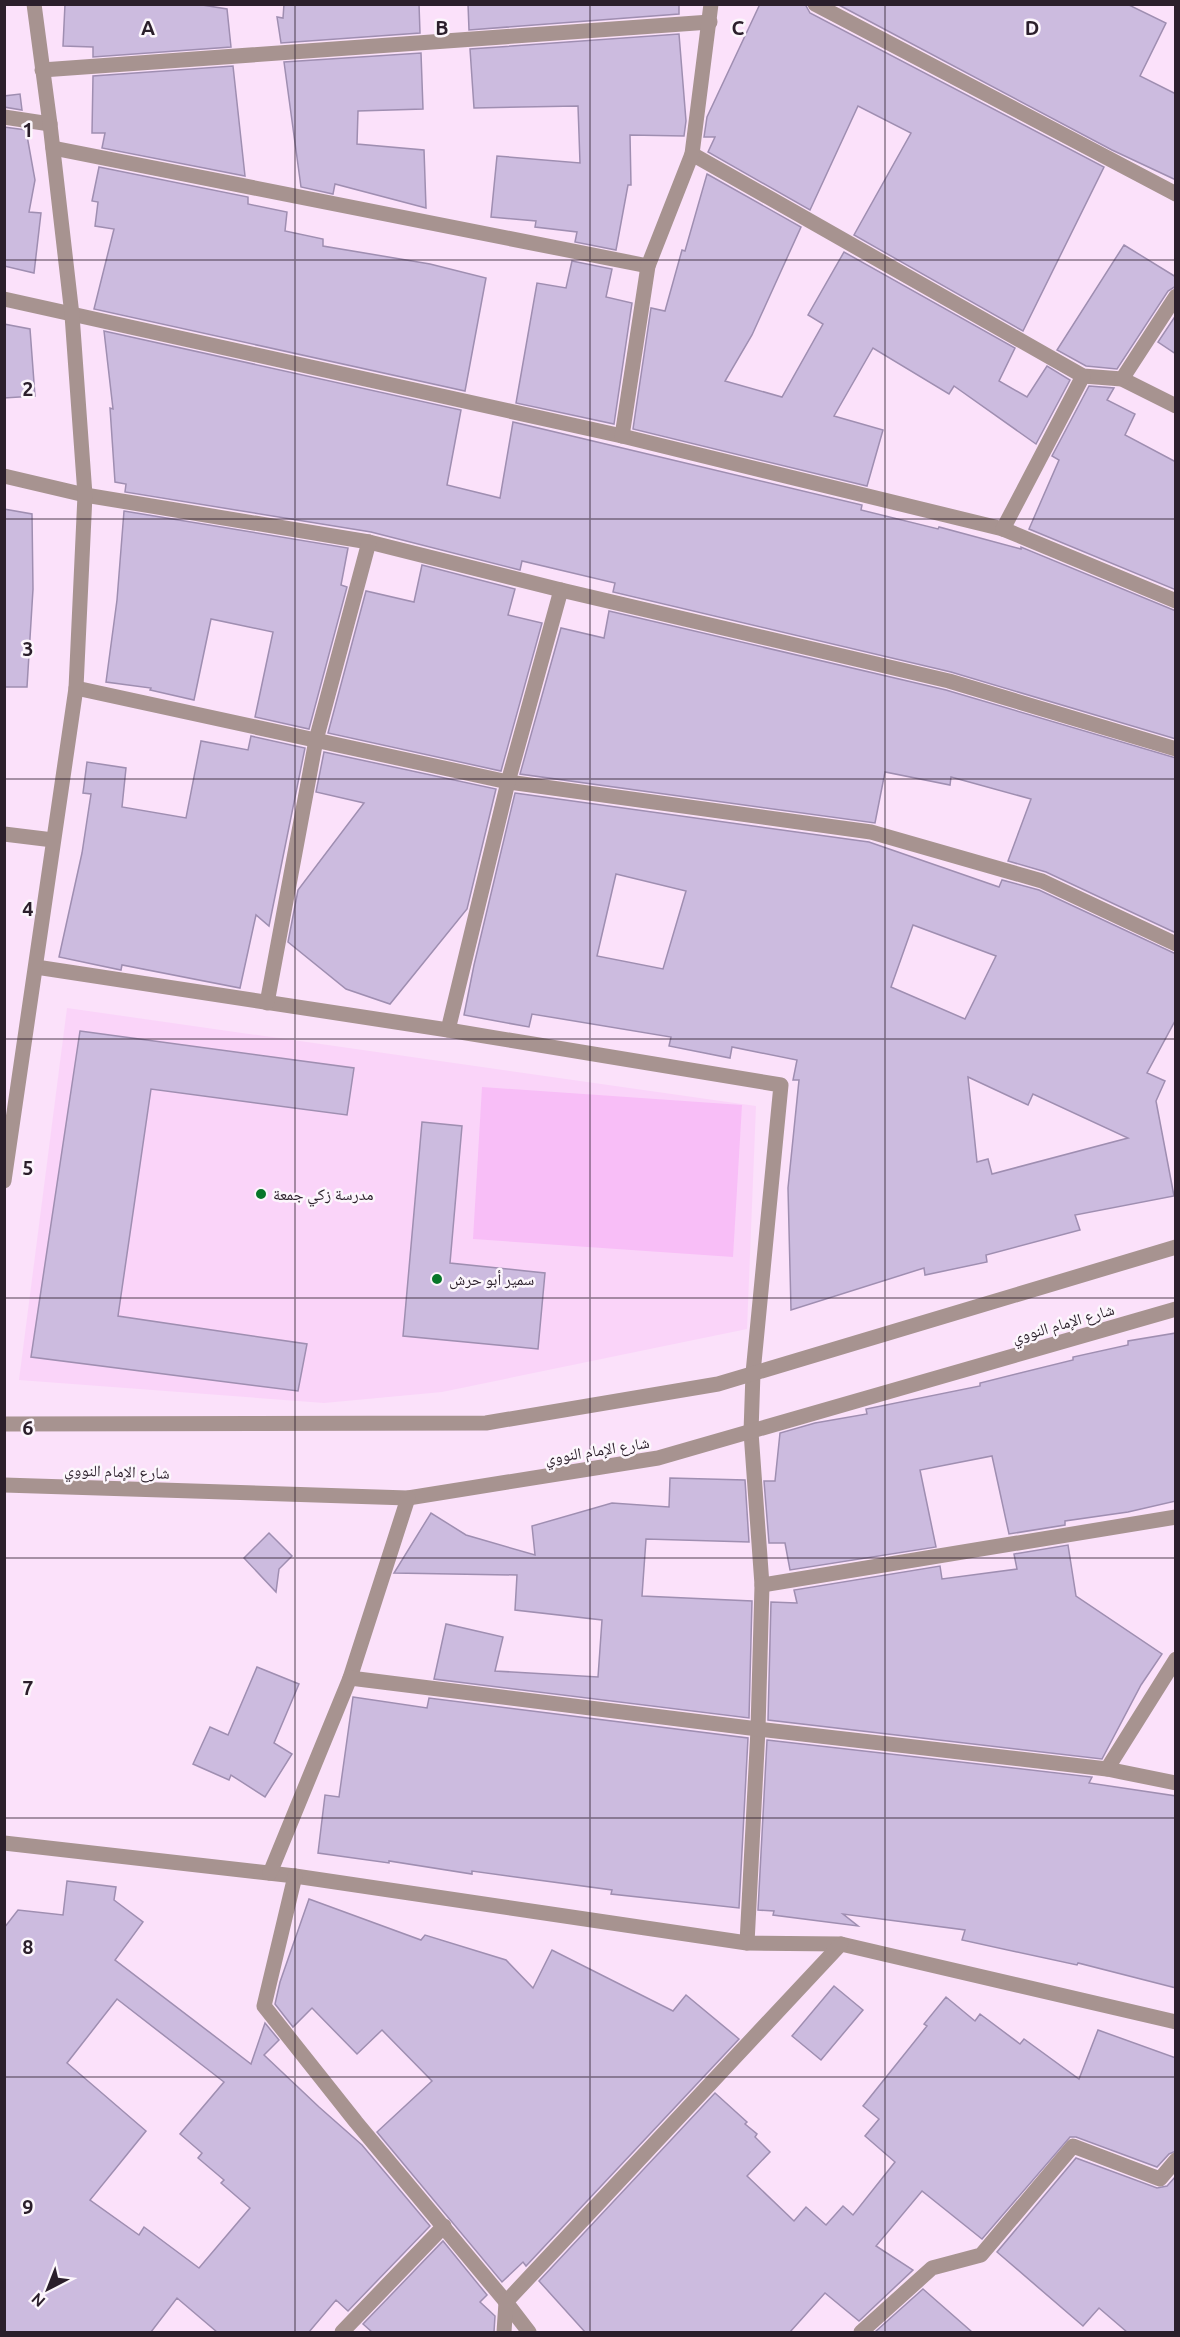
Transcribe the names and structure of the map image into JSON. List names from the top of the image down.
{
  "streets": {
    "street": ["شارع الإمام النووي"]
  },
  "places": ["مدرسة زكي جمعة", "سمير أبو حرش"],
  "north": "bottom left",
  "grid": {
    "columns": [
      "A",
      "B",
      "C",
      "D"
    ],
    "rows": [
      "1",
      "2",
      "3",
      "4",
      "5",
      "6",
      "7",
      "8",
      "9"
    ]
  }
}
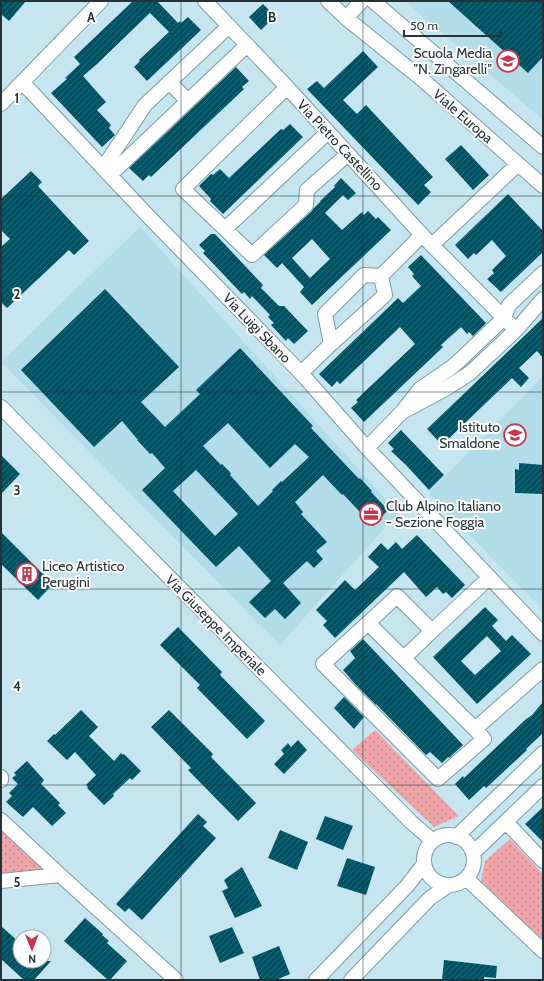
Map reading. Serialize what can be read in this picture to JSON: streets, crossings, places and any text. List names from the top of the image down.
--
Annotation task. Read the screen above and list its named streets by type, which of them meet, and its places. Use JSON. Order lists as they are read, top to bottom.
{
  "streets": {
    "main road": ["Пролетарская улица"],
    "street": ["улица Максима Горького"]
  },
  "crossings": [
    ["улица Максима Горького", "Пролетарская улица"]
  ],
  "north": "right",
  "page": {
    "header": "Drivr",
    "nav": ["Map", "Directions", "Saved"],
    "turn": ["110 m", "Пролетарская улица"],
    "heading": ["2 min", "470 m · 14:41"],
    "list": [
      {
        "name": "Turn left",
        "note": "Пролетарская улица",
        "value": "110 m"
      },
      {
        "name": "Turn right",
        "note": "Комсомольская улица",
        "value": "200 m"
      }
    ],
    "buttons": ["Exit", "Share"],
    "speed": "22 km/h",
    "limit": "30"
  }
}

▶ What is needed
In the records above, find the line with "Transcribe the names". Print exactly from there through the line with "Map reading. Serialize", minus the pictures.

▶ Written solution
Transcribe the names and structure of the map image into JSON. List names from the top of the image down.
{
  "streets": {
    "street": ["شارع الإمام النووي"]
  },
  "places": ["مدرسة زكي جمعة", "سمير أبو حرش"],
  "north": "bottom left",
  "grid": {
    "columns": [
      "A",
      "B",
      "C",
      "D"
    ],
    "rows": [
      "1",
      "2",
      "3",
      "4",
      "5",
      "6",
      "7",
      "8",
      "9"
    ]
  }
}
Map reading. Serialize what can be read in this picture to JSON: streets, crossings, places and any text. List names from the top of the image down.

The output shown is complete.